Die meisten dieser Felder befinden sich in den Wüsten im Südwesten und im Zentrum Libyens, und die Emissionsdaten zeigen deutlich, dass fast alle Methanquellen, bis auf eine, entweder von Standorten zur Gewinnung fossiler Brennstoffe oder offensichtlichen Lecks aus Pipelines stammen. Es gibt eine große Mülldeponie – Sidi Sadaya – südlich von Tripolis, in dem Gebiet, das unter der Kontrolle der von den Vereinten Nationen anerkannten Regierung des Nationalen Abkommens steht, und in diesem Gebiet gibt es auch einige große Kohlendioxidemittenten aus der Öl- und Gasindustrie.

Standorte von Methanfahnen in Libyen

Methanfahnen (rote Quadrate) an Öl- und Gasanlagen in Libyen, die durch Konfliktauswirkungen verursacht wurden, kartiert mit Daten von Carbon Mapper.
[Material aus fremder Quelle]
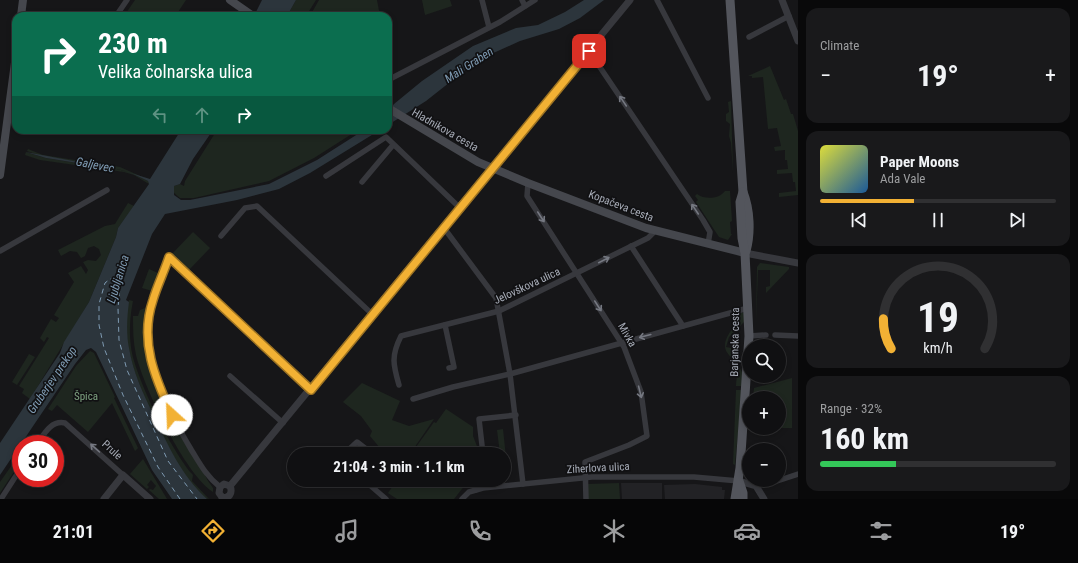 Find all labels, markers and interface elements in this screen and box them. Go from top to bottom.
text: 230 m [98,27,168,60]
icon: right [32,28,84,80]
pin [572,34,606,68]
text: Climate [820,38,859,53]
icon: arrive [578,40,600,62]
water label: Mali Graben [442,44,496,86]
text: 19° [917,58,959,93]
text: Velika čolnarska ulica [98,61,253,82]
text: − [820,63,831,88]
text: + [1045,63,1056,88]
one-way arrow [619,96,627,107]
icon: left [149,104,171,126]
icon: ahead [191,104,213,126]
icon: right [233,104,255,126]
street label: Hladnikova cesta [409,106,481,154]
text: Paper Moons [880,153,959,171]
water label: Galjevec [75,154,116,176]
text: Ada Vale [880,171,925,186]
street label: Kopačeva cesta [587,188,655,224]
one-way arrow [691,204,699,215]
icon: previous [848,209,870,231]
icon: pause [927,209,949,231]
icon: next [1006,209,1028,231]
one-way arrow [537,212,546,223]
water label: Ljubljanica [104,253,132,305]
one-way arrow [598,256,610,263]
street label: Jelovškova ulica [492,265,562,307]
text: 19 [917,293,959,342]
one-way arrow [594,300,602,311]
street label: Barjanska cesta [728,307,742,377]
street label: Mivka [615,321,639,349]
one-way arrow [639,333,652,340]
map controls [742,339,786,487]
button: search [742,339,786,383]
text: km/h [923,339,953,355]
water label: Gruberjev prekop [24,344,80,416]
one-way arrow [637,385,645,398]
park label: Špica [74,390,98,403]
button: + [742,391,786,435]
position arrow [151,394,193,436]
text: Range · 32% [820,401,882,416]
text: 160 km [820,421,909,456]
speed limit sign: 30 [12,435,64,487]
street label: Prule [99,438,125,462]
button: − [742,443,786,487]
one-way arrow [89,444,100,453]
text: 21:04 · 3 min · 1.1 km [333,458,465,476]
street label: Ziherlova ulica [566,460,630,476]
icon: directions [199,517,227,545]
icon: music [333,517,361,545]
icon: phone [466,517,494,545]
icon: climate [600,517,628,545]
icon: car [733,517,761,545]
icon: filters [867,517,895,545]
text: 21:01 [53,521,94,542]
text: 19° [1000,521,1025,542] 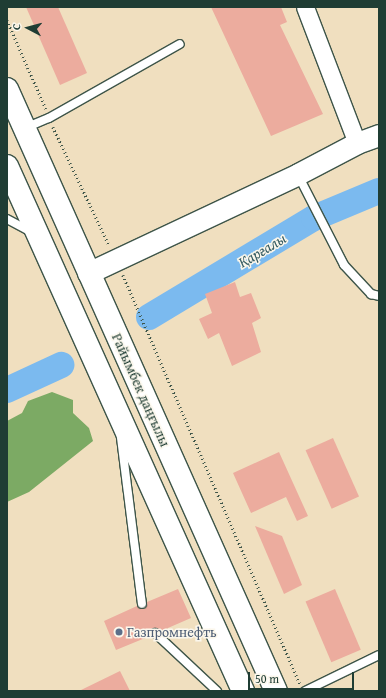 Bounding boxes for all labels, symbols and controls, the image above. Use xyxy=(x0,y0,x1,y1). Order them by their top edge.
north arrow xyxy=(8,8,48,48)
text: С xyxy=(8,23,24,31)
water label: Қарғалы xyxy=(235,229,289,271)
street label: Райымбек даңғылы xyxy=(108,331,174,449)
place label: Газпромнефть xyxy=(127,624,217,640)
marker: Газпромнефть xyxy=(114,627,124,637)
scale bar xyxy=(250,664,356,690)
text: 50 m xyxy=(255,670,279,687) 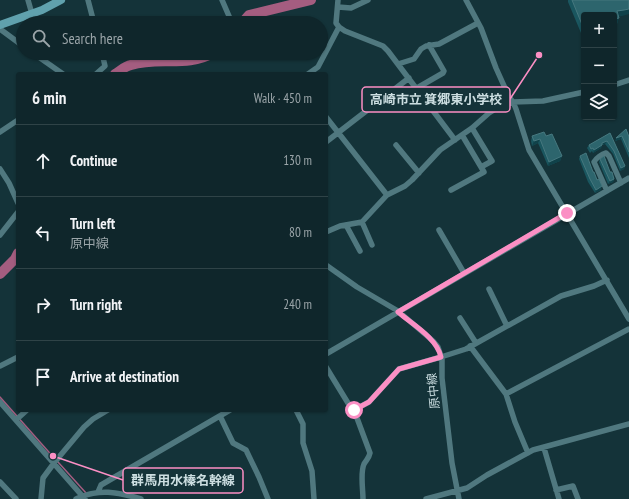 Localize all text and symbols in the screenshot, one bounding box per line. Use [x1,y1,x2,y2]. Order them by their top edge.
map controls [581,12,617,120]
button: + [581,12,617,48]
search box [16,16,328,60]
icon: search [30,27,52,49]
text: Search here [62,29,123,48]
button: − [581,48,617,84]
button: layers [581,84,617,120]
text: 6 min [32,87,66,109]
callout: 高崎市立 箕郷東小学校 [362,87,510,112]
text: Walk · 450 m [254,90,312,107]
text: 高崎市立 箕郷東小学校 [370,91,502,108]
icon: ahead [32,150,54,172]
text: Continue [70,151,117,170]
text: 130 m [283,152,312,169]
route end [558,204,576,222]
text: Turn left [70,214,115,233]
icon: left [32,222,54,244]
text: 80 m [289,224,312,241]
text: 原中線 [70,235,109,252]
icon: right [32,294,54,316]
text: Turn right [70,295,122,314]
text: 240 m [283,296,312,313]
icon: arrive [32,366,54,388]
text: Arrive at destination [70,367,179,386]
street label: 原中線 [424,372,442,410]
route start [345,401,363,419]
callout: 群馬用水榛名幹線 [123,468,243,493]
text: 群馬用水榛名幹線 [131,472,235,489] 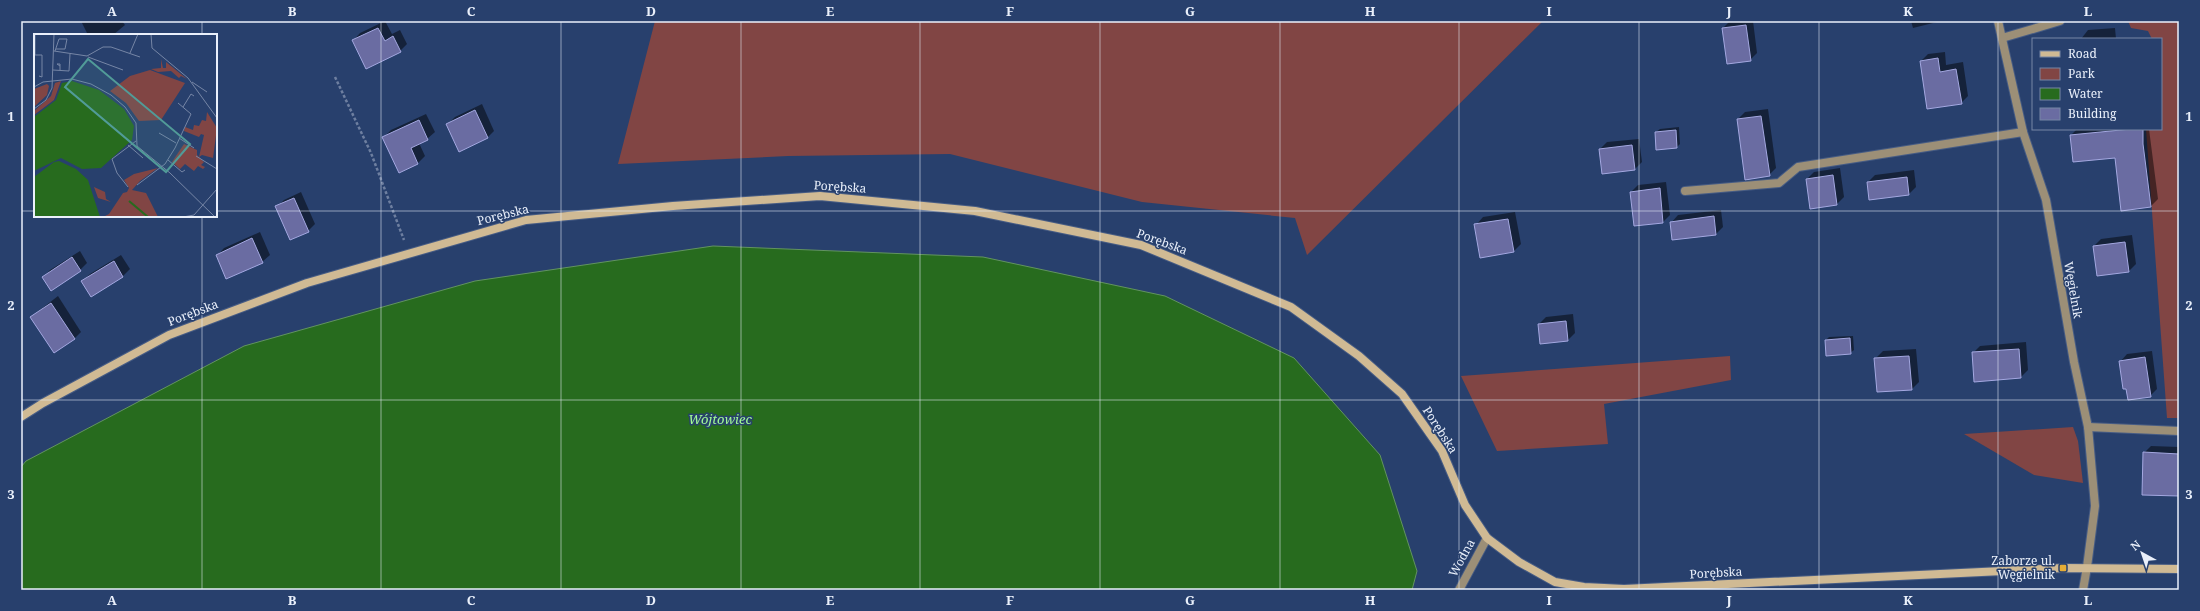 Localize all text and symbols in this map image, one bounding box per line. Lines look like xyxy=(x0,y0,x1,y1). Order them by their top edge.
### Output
text: A xyxy=(107,2,117,20)
text: B xyxy=(288,2,297,20)
text: C xyxy=(467,2,476,20)
text: D xyxy=(646,2,656,20)
text: E xyxy=(826,2,835,20)
text: F xyxy=(1006,2,1014,20)
text: G xyxy=(1185,2,1195,20)
text: H xyxy=(1365,2,1376,20)
text: I xyxy=(1546,2,1552,20)
text: J xyxy=(1725,2,1732,20)
text: K xyxy=(1903,2,1913,20)
text: L xyxy=(2084,2,2093,20)
inset map xyxy=(34,34,217,217)
legend xyxy=(2032,38,2162,130)
text: Road xyxy=(2068,45,2098,62)
text: Park xyxy=(2068,65,2096,82)
text: Water xyxy=(2068,85,2103,102)
text: Building xyxy=(2068,105,2117,122)
text: 1 xyxy=(7,107,15,125)
text: 1 xyxy=(2185,107,2193,125)
street label: Porębska xyxy=(813,176,867,197)
street label: Porębska xyxy=(475,200,531,229)
street label: Porębska xyxy=(1134,225,1190,259)
street label: Węgielnik xyxy=(2060,260,2087,321)
street label: Porębska xyxy=(165,295,221,330)
text: 2 xyxy=(7,296,15,314)
text: 2 xyxy=(2185,296,2193,314)
street label: Porębska xyxy=(1419,403,1462,457)
water label: Wójtowiec xyxy=(688,410,752,428)
text: 3 xyxy=(7,485,15,503)
text: 3 xyxy=(2185,485,2193,503)
north arrow xyxy=(2122,533,2162,573)
street label: Wodna xyxy=(1444,536,1479,580)
text: N xyxy=(2127,536,2144,553)
place label: Zaborze ul. Węgielnik xyxy=(1991,552,2056,583)
street label: Porębska xyxy=(1689,563,1743,582)
marker: Zaborze ul. Węgielnik xyxy=(2058,563,2068,573)
text: A xyxy=(107,591,117,609)
text: B xyxy=(288,591,297,609)
text: C xyxy=(467,591,476,609)
text: D xyxy=(646,591,656,609)
text: E xyxy=(826,591,835,609)
text: F xyxy=(1006,591,1014,609)
text: G xyxy=(1185,591,1195,609)
text: H xyxy=(1365,591,1376,609)
text: I xyxy=(1546,591,1552,609)
text: J xyxy=(1725,591,1732,609)
text: K xyxy=(1903,591,1913,609)
text: L xyxy=(2084,591,2093,609) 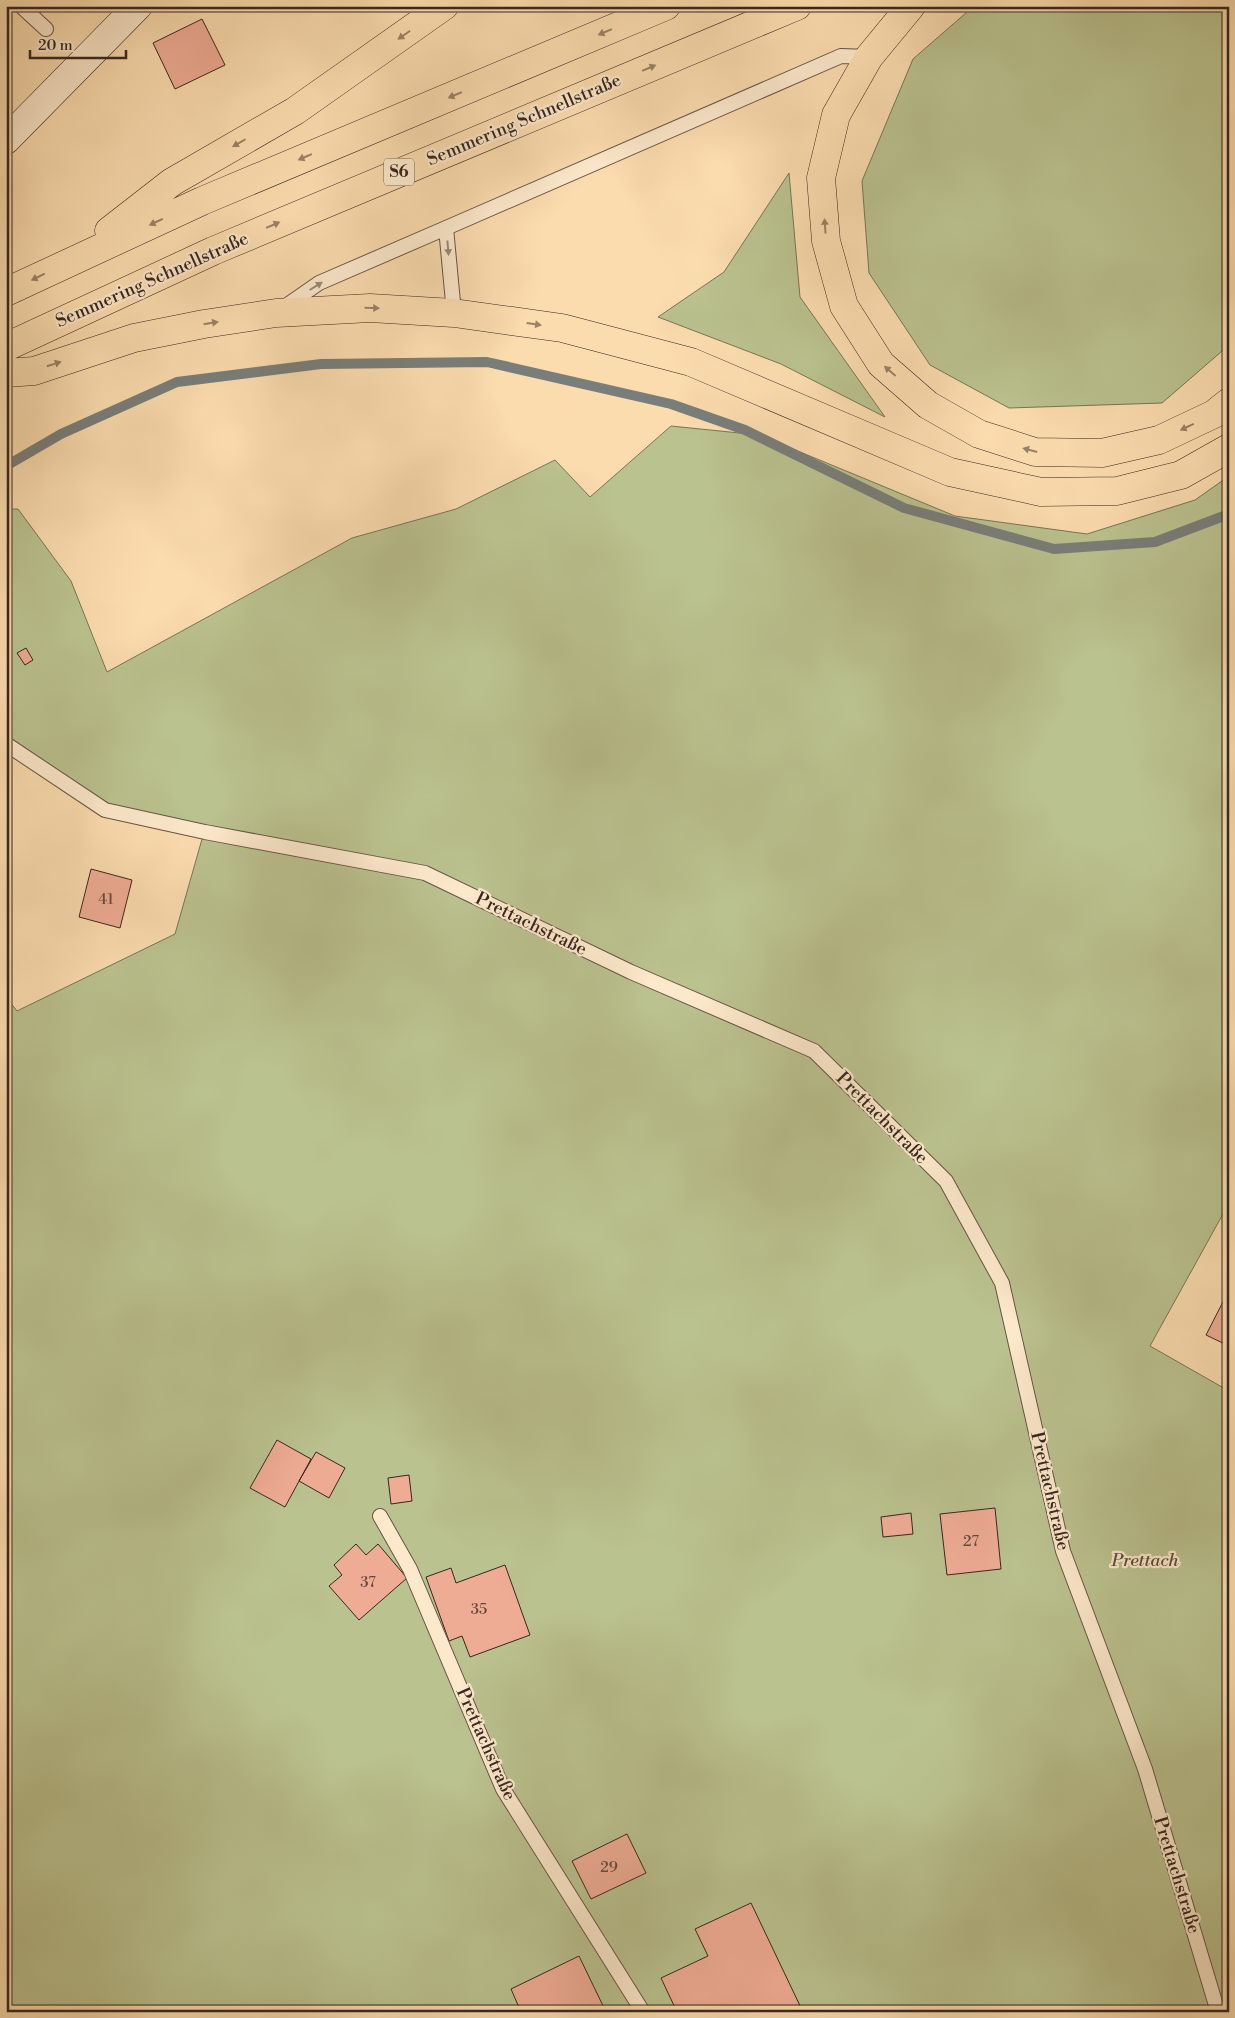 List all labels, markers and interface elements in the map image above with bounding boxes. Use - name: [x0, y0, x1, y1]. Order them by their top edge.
- scale bar: [30, 28, 126, 60]
- one-way arrow: [598, 28, 612, 36]
- one-way arrow: [397, 30, 411, 40]
- text: 20 m: [38, 36, 73, 55]
- one-way arrow: [642, 63, 656, 71]
- street label: Semmering Schnellstraße: [423, 69, 625, 171]
- one-way arrow: [448, 91, 462, 99]
- one-way arrow: [233, 139, 246, 148]
- one-way arrow: [298, 154, 312, 162]
- road number: S6: [384, 158, 414, 186]
- one-way arrow: [149, 218, 163, 226]
- one-way arrow: [820, 218, 828, 234]
- one-way arrow: [266, 221, 280, 229]
- street label: Semmering Schnellstraße: [52, 227, 252, 333]
- one-way arrow: [444, 240, 452, 256]
- one-way arrow: [31, 272, 46, 281]
- one-way arrow: [310, 281, 323, 290]
- one-way arrow: [365, 305, 381, 313]
- one-way arrow: [203, 319, 219, 327]
- one-way arrow: [526, 320, 542, 328]
- one-way arrow: [47, 360, 62, 368]
- one-way arrow: [883, 366, 896, 377]
- one-way arrow: [1180, 423, 1194, 431]
- one-way arrow: [1022, 445, 1037, 453]
- street label: Prettachstraße: [471, 887, 591, 961]
- house number: 41: [98, 890, 114, 909]
- street label: Prettachstraße: [831, 1067, 933, 1169]
- street label: Prettachstraße: [1025, 1429, 1075, 1553]
- house number: 27: [963, 1532, 979, 1551]
- park label: Prettach: [1110, 1549, 1180, 1572]
- house number: 37: [360, 1573, 376, 1592]
- house number: 35: [471, 1600, 487, 1619]
- street label: Prettachstraße: [451, 1684, 521, 1804]
- street label: Prettachstraße: [1148, 1814, 1206, 1936]
- house number: 29: [600, 1858, 618, 1877]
Bild: Mit freundlicher Genehmigung des Autors

Vorwärts gehen

Diese neuen Fernerkundungstechniken zur Erkennung von Methan sind ein wichtiges Instrument zur Überwachung, wie Kriege und bewaffnete Konflikte zusätzliche Emissionsquellen verursachen oder schaffen können. Während viele Methanquellen in den besprochenen Ländern wahrscheinlich bereits vor dem Konflikt vorhanden waren, hat der Mangel an notwendiger Sicherheit, Wiederaufbau und Investitionen wahrscheinlich zu einer Fortsetzung oder einem Anstieg der Methanfreisetzungen geführt. Doch mit den oben aufgeführten neuartigen Plattformen können Journalisten und Experten diese kritischen Treibhausgasemissionen nun detaillierter untersuchen, identifizieren und überwachen.


Wim Zwijnenburg ist Leiter eines humanitären Abrüstungsprojekts für die niederländische Friedensorganisation PAX. Er beschäftigt sich mit Konflikt- und Umweltthemen im Nahen Osten, dem Einsatz und der Verbreitung neuer Militärtechnologien sowie dem Waffenhandel. Seine Arbeiten werden regelmäßig von Bellingcat veröffentlicht.